Work to complete: Lines with the string "positions" in the data below: report how many there are, and write nothing but the number.

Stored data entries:
··········
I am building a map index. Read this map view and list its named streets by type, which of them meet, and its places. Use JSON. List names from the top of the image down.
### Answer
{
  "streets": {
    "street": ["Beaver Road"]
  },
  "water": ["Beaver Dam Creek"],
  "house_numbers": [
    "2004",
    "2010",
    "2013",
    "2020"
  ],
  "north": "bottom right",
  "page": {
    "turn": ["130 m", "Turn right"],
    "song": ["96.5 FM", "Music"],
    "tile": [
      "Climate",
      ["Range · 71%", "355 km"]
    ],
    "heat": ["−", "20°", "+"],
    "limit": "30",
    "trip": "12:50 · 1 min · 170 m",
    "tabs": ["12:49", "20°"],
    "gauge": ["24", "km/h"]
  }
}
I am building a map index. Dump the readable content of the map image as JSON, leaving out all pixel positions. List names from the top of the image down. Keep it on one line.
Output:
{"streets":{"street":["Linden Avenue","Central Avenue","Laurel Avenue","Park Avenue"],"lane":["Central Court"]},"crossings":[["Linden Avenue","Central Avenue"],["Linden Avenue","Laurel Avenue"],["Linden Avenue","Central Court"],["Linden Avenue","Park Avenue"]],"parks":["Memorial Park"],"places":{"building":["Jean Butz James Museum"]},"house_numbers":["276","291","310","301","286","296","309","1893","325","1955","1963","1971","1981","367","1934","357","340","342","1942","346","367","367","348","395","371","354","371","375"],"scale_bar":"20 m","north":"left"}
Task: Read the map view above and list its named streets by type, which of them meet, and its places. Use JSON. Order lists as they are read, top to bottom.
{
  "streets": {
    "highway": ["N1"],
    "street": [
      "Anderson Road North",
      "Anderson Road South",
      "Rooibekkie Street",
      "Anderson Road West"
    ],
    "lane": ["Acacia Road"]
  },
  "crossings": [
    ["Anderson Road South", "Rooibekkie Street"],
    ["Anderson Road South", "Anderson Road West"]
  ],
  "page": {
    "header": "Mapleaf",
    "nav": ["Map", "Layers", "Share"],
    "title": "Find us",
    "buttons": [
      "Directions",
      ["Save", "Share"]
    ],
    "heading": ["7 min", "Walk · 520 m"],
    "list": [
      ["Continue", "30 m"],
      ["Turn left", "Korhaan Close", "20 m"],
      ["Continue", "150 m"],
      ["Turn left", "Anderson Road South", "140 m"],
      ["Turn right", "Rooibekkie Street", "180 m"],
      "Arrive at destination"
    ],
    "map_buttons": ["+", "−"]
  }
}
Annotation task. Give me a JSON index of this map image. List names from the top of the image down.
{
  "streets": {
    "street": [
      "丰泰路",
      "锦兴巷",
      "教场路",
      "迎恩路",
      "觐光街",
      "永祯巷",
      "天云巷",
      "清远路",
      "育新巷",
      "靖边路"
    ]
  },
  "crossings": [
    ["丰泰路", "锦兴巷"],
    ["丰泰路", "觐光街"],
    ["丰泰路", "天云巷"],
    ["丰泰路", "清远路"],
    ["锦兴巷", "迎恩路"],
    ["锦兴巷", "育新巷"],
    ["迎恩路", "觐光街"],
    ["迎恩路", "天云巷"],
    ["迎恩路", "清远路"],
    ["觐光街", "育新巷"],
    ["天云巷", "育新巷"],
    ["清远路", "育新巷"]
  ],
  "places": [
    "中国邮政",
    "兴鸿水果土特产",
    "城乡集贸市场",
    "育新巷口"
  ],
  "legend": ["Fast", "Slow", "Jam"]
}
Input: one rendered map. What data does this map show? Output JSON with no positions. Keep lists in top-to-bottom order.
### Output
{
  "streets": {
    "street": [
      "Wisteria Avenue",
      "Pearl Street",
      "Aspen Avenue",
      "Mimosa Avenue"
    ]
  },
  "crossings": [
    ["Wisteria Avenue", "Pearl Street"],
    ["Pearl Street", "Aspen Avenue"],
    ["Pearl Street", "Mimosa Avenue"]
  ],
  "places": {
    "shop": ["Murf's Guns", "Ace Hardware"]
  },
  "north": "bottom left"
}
··········
Your response: 2